LONDON—“It is astonishing that the Labour Party presumes that it is more qualified than all of the above and, in particular, the Jewish community, to define anti-Semitism,” said the Chief Rabbi of the United Kingdom in a reaction to the adoption by the party’s leadership of a softened version of the anti-Semitism definition.
The Labour Party, which has been dogged by allegations of anti-Semitism in recent years centered around party leader Jeremy Corbyn, formally adopted an amended version of the International Holocaust Remembrance Alliance’s definition of anti-Semitism that left out some examples of anti-Semitism that relate to support for Israel.
The amended version dropped anti-Semitic language related to Israel such as “accusing Jewish citizens of being more loyal to Israel than their own nations, claiming that the existence of the state of Israel is a racist endeavour and comparing Israeli actions to the Nazis.”
The definition features mostly examples of anti-Semitic behaviors that do not concern Israel, such as calling to harm Jews or denying the Holocaust or the Jewish people’s right to self-determination.
The move to adopt the amended version came despite an outcry of opposition from dozens of Jewish leaders, British Jewish organizations and even Labour Party politicians.
A day earlier, members of the Parliamentary Labour Party voted to adopt the full definition.
“The Labour Party has acted in a deliberate and offensive, reckless manner in believing it understands the needs of a minority community better than the community itself,’’ said a spokesman for the Jewish Labour Movement.
Sixty-eight British rabbis also had called on Labour to adopt the full, unamended definition of anti-Semitism.
In a letter to the Labour Party’s governing body, Chief Rabbi Ephraim Mirvis wrote : “By claiming to know what’s good for our community, the Labour party’s leadership have chosen to act in the most insulting and arrogant way.”
In an op-ed published in The Jewish Chronicle, Mark Gardner, Director Communications of the Community Security Trust (CST), a charity which deals with security for the UK Jewish community, said: ”Labour wants to strip Israel from the definition of antisemitism, but the IHRA definition includes it because anti-Israel hatred is so important to contemporary antisemitism.
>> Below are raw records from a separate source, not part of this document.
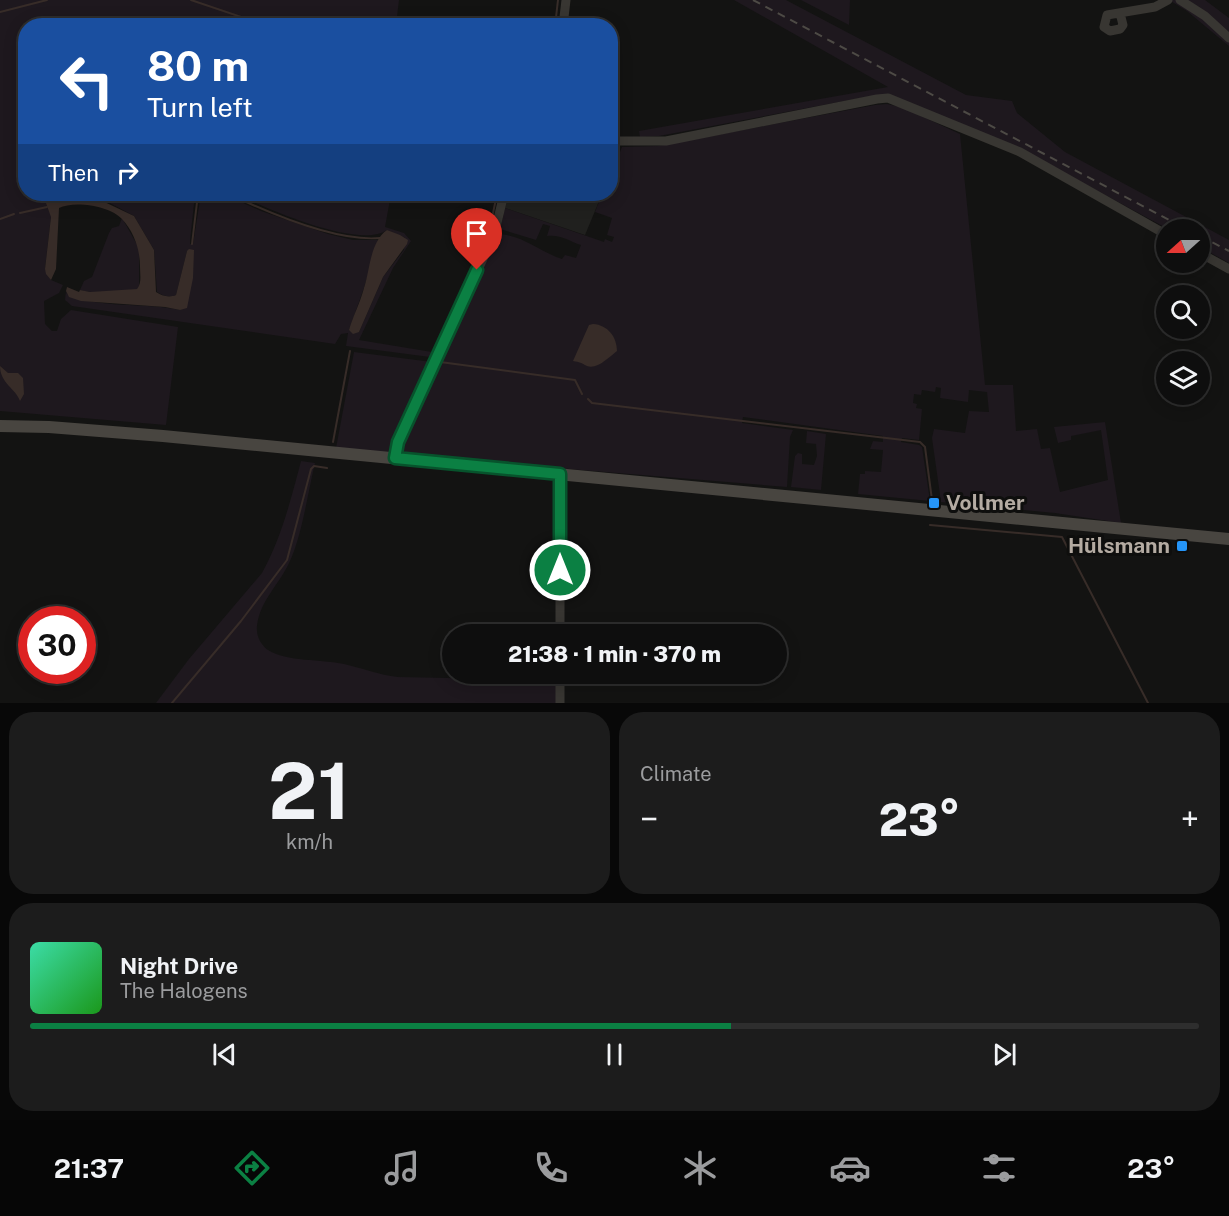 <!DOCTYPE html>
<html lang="en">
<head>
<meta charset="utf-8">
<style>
  :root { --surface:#0e0e0e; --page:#1c1c1c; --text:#f1f3f6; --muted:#9b9c9e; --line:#2e2e2e; --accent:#0b8043 }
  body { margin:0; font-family:"Public Sans",sans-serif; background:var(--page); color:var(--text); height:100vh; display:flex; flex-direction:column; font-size:22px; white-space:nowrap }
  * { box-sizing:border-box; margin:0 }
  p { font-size:20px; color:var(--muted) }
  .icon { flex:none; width:33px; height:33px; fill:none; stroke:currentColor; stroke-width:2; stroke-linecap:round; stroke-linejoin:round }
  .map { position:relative; height:703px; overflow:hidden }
  .drawer { display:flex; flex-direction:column; gap:9px; padding:9px; background:#080808; flex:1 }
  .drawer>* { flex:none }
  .banner { position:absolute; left:18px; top:18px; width:600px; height:183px; border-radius:24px; box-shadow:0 3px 15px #0003,0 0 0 2px var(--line); background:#1a4fa0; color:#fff; overflow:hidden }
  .needle { width:39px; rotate:249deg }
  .buttons { position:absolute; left:1156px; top:219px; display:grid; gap:12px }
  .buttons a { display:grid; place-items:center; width:54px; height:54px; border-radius:50%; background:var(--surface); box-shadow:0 3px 15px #0003,0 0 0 2px var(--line); font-size:30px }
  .speed { position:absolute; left:18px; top:606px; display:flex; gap:12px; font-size:30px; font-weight:700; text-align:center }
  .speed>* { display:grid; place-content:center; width:78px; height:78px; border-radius:50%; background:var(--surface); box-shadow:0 3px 15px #0003,0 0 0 2px var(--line); line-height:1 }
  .speed .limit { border:9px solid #d22; background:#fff; color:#111 }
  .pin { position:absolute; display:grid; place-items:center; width:51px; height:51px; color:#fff; margin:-62px -26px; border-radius:50% 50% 50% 0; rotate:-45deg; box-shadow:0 0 6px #0007 }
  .pin .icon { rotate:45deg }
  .me { position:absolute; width:66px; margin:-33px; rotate:0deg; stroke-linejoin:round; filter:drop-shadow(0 0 4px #0008) }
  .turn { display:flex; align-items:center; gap:21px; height:126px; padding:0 30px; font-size:27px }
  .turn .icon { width:78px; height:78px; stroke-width:2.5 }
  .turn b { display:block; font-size:42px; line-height:51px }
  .then { display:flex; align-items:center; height:57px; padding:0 30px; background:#0003; gap:12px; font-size:22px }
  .big { font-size:45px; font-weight:800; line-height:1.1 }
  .drawer .card { flex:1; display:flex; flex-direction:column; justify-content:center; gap:9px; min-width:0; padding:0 21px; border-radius:24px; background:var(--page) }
  .drawer .dial { align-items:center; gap:0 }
  .dial b { font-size:78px; line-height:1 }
  .song { display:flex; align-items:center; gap:18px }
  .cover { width:72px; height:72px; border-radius:9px; background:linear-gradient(135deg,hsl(160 70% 55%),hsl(120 70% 35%)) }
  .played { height:6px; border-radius:3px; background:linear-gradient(90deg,var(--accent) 60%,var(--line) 60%) }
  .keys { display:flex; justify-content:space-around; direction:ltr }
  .heat { display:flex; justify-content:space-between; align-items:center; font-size:33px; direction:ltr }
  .drawer .tiles { flex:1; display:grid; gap:9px; grid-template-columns:1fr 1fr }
  .card:last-child { grid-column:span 2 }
  .trip { position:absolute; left:442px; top:624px; width:345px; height:60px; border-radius:30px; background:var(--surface); box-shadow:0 3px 15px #0003,0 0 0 2px var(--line); font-weight:800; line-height:60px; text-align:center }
  .dock { display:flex; height:96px; justify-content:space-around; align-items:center; background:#060606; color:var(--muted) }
  .dock .icon { width:42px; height:42px }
  .dock .on { color:var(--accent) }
  .dock b { font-size:27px; color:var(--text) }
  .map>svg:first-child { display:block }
  .built { fill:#20201e }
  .green { fill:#1e181e }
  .water { fill:#372c28 }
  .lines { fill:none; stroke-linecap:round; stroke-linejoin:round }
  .stream { stroke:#372c28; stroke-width:2 }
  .minor { stroke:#383632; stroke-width:9 }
  .secondary { stroke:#484540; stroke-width:12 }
  .rail { stroke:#4d4a45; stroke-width:2; stroke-dasharray:8 6; stroke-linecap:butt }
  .route-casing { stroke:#07532c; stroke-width:15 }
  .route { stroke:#0b8043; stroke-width:10 }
  .poi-dot { fill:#2595f8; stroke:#0e0e0d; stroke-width:2 }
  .labels { text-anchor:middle; stroke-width:6; stroke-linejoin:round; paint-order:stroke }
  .poi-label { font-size:21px; font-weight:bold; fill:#b4aba2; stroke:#0e0e0d; text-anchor:start }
</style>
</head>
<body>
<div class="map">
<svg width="1229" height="703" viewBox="0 0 1229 703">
  <rect width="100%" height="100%" fill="#131312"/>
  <path class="built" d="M509,194h93l-17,41 -80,-27z"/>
  <path class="green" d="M0,0h399l-3,25 -370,1v168h34l-13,13 4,5v5l-6,52 6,11 12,5 -4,8 -15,8 1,23 7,7h5l4,-12 10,-9 107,17 -12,98 -166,-14z
    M734,0h52l180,95 46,6 5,12 48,39 164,88v23l-29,-16v-17l-32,-1 -148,-80 -149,-53 -212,40 -19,1 -1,-6 249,-44z
    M801,0h49l-1,25z
    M1169,0h36l24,18v28l-42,-35z
    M887,104l17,4 56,26 25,251h28l3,46 21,-2 4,20 9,-1 10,44 48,-12 -7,-50 -30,6v4l-13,3 -4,-16 51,-5 16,101 -66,-10 -114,-11 -9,-64 2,-9 31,4 4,-22 20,1 -2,-20 -18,-2 -1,12 -28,-4 1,-10 -5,-1 -1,5 -13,-2 -1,5 -7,-1 -1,9 4,1 -1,4 6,1 -3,31 -17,-2 -1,4 18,3 3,2 8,54 -72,-7 2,-20h5v-3l16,1 2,-22 -13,-1 3,-8 10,1v-6l-140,-19 -1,6 51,7 -3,7 -3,50 -389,-32 100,-221c25,1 42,18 64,25l3,-4 11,3 5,-13c-12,-4 -21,-11 -34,-9l3,-10 -7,-2 -7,16 -36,-11 5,-21 99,34 1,-3 7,3 2,-5 -7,-2 5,-17 -17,-6 7,-18h8l1,-20 11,-27 36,-1 217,-41z
    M66,194h129l-5,47v3h3l8,-50h22l38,17 67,23 25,6h25l-14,48 -15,42 10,2 24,-55 21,-27 1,-12 -18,-8c-28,20 -122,-22 -151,-36h155l-6,33 19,6 7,8 -18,27 -34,72 73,12 -2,5 -84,-11 2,-13 -7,1 -6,10 -263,-38 -7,-6 1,-9 1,3c32,15 77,8 113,16 10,-24 17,-33 7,-59l-11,44c-7,3 -13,1 -19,-3l-3,-42 -20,-34 -26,-14z
    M122,218l17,30v39l-2,2c-18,3 -39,6 -57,1l4,-9 8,-4 17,-44 3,-5 7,-2z
    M354,352l78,10 -42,92 -54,-6z
    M807,431l19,3 -5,56 -30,-3 4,-31 3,-3 4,1v10l12,1 3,-9 -1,-12 -10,-1z
    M301,461l14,2c-7,29 -13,72 -25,98 -10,23 -30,39 -33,65 -1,9 3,18 11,24 18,12 54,9 76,14 18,4 35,11 54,13l158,3v23h-400l33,-44 73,-86c19,-34 29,-74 39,-112z"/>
  <path class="water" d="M60,194l34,3 40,19 20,34 2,42c6,4 13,6 20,3l11,-44 2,-2 5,1 -1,28 -6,30 -7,2 -15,-3 -84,-6 -12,-4 -3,-6 1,-4 12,5 1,-2 10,2 47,-3c5,-6 3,-14 3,-22 0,-18 -6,-35 -18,-48 -11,-13 -48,-19 -63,-11l-3,61 -5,11 -5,-6 -1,-5 6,-52 -5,-14z
    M387,230l13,5 8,5 -1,4 -24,33 -24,55 -6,2 -4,-4c4,-14 11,-27 15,-42 6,-18 6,-46 23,-58z
    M593,324c15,1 24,13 24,27 -8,6 -20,19 -30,15 -6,-3 -7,-4 -14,-5l16,-36z
    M0,366l8,7h10l5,5 1,16 -4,7c-4,-12 -20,-18 -20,-35z"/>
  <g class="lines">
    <path class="stream" d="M191,0l77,26
      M0,12l47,-12
      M555,26l3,-26
      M229,194c40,19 107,48 151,44
      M20,213l27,-6
      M0,219l14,-5
      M192,244l6,-50
      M434,352l55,-120 8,-38
      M440,362l135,18 7,14
      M588,399l4,4 328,39 5,5 7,53
      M333,442l17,-91
      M930,525l132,12 86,166
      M172,703l69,-82 46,-61 24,-91 3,-3 13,2"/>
    <path class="minor" d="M1180,0l25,16 24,22
      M1120,13l3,12 -3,4 -10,2 -6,-4 3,-12 48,-8 13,-7
      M563,26l3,-26
      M610,141h56l211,-42 11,-1 132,54 147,83
      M1200,253l29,16
      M395,458l3,-16 96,-207 10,-41
      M560,474v160
      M560,674v29"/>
    <path class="secondary" d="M0,426l49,1 114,9 1066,103"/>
    <path class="rail" d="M753,0l435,230
      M1200,236l29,15"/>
  </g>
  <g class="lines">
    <g class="route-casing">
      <path id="route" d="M477,270l-79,172 -3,16 165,16v96"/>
    </g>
    <use href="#route" class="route"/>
  </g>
  <g class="poi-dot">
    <rect x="928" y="497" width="12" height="12" rx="3"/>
    <rect x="1176" y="540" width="12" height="12" rx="3"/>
  </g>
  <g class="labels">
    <g class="poi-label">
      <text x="946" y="510">Vollmer</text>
      <text x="1170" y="553" text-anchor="end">Hülsmann</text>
    </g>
  </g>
</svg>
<div class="buttons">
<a><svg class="needle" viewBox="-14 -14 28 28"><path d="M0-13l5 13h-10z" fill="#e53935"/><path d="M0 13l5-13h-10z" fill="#9b9c9e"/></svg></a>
<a><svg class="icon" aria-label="search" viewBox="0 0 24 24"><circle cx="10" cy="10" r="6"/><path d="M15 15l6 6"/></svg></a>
<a><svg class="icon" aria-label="layers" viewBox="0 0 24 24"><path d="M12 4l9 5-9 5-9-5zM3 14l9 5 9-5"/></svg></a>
</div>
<div class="speed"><div class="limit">30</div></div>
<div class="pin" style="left:477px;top:270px;background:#d93025"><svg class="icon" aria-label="arrive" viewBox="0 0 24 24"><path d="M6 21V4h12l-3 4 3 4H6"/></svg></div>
<svg class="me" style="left:560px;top:570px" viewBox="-20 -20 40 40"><circle r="17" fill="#0b8043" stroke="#fff" stroke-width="3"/><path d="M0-11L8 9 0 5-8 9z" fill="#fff"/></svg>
<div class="trip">21:38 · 1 min · 370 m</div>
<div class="banner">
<div class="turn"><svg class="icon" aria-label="left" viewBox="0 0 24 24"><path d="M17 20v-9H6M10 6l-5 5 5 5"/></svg><div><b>80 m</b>Turn left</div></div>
<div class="then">Then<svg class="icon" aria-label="right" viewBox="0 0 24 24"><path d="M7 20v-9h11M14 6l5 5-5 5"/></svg></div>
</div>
</div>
<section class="drawer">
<div class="tiles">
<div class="card dial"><b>21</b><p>km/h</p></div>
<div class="card"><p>Climate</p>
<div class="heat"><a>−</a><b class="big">23°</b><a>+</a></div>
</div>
<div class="card">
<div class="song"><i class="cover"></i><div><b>Night Drive</b><p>The Halogens</p></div></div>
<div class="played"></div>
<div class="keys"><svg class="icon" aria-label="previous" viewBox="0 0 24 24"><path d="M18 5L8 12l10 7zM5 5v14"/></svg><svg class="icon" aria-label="pause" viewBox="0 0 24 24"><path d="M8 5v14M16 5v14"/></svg><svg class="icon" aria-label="next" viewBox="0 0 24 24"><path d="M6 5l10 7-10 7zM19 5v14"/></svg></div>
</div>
</div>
</section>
<nav class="dock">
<b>21:37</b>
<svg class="icon on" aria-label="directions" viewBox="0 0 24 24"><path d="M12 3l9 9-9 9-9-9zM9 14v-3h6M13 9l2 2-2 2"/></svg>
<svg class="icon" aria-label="music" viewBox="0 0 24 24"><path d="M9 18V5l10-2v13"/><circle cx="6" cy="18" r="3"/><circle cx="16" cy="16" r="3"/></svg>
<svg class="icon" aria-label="phone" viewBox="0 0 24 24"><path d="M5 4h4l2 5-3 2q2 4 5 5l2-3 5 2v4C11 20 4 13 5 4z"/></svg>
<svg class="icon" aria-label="climate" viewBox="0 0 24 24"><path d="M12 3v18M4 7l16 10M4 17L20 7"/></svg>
<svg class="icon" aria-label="car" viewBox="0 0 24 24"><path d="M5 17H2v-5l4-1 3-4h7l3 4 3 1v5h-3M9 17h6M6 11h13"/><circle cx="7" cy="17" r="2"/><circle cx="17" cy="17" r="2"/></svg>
<svg class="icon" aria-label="filters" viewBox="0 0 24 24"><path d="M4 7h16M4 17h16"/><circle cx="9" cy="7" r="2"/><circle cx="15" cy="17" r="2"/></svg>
<b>23°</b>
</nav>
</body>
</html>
This is not theoretical. It is exactly what drove the need for the definition in 2005. Since then, the need has worsened.”
He continues: ”Thousands of Jews have fled France, Belgium and other countries. They have faced suspicion, blame, exclusion, hatred, attack and murder on the supposed basis of anti-Israel hatred. In Britain, the situation is slightly better, but the European experience drives our security and defence efforts.”